Throughout the '20s, Chanel's social, sexual and professional progress continued, and her eminence grew to the status of legend. By the early '30s she'd been courted by Hollywood, gone and come back. She had almost married one of the richest men in Europe, the Duke of Westminster; when she didn't, her explanation was, "There have been several Duchesses of Westminster. There is only one Chanel." In fact, there were many Coco Chanels, just as her work had many phases and many styles, including Gypsy skirts, over-the-top fake jewelry and glittering evening wear made of crystal and jet beads laid over black and white georgette crepe not just the plainer jersey suits and "little black dresses" that made her famous.

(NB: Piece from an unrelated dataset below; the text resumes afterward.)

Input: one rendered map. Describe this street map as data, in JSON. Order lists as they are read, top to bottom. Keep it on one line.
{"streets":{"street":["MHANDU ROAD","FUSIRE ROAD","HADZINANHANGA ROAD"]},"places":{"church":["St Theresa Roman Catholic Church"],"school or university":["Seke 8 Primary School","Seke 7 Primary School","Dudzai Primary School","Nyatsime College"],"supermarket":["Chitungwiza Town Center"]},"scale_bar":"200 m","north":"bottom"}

But probably the single element that most ensured Chanel's being remembered, even when it would have been easier to write her off, is not a piece of clothing but a form of liquid gold Chanel No. 5, in its Art Deco bottle, which was launched in 1923. It was the first perfume to bear a designer's name.
One could say perfume helped keep Chanel's name pretty throughout the period when her reputation got ugly: World War II. This is when her anti-Semitism, homophobia (even though she herself dabbled in bisexuality) and other base inclinations emerged. She responded to the war by shutting down her fashion business and hooking up with Hans Gunther von Dincklage, a Nazi officer whose favors included permission to reside in her beloved Ritz Hotel. Years later, in 1954, when she decided to make a comeback, her name still had "disgraced" attached to it.
Depending on the source, Chanel's return to the fashion world has been variously attributed to falling perfume sales, disgust at what she was seeing in the fashion of the day or simple boredom. All these explanations seem plausible, and so does Karl Lagerfeld's theory of why, this time around, the Chanel suit met such phenomenal success. Lagerfeld who designs Chanel today and who has turned the company into an even bigger, more tuned-in business than it was before points out, "By the '50s she had the benefit of distance, and so could truly distill the Chanel look. Time and culture had caught up with her." In Europe, her return to fashion was deemed an utter flop at first, but Americans couldn't buy her suits fast enough. Yet again Chanel had put herself into the yolk of the zeitgeist. By the time Katharine Hepburn played her on Broadway in 1969, Chanel had achieved first-name recognition and was simply Coco.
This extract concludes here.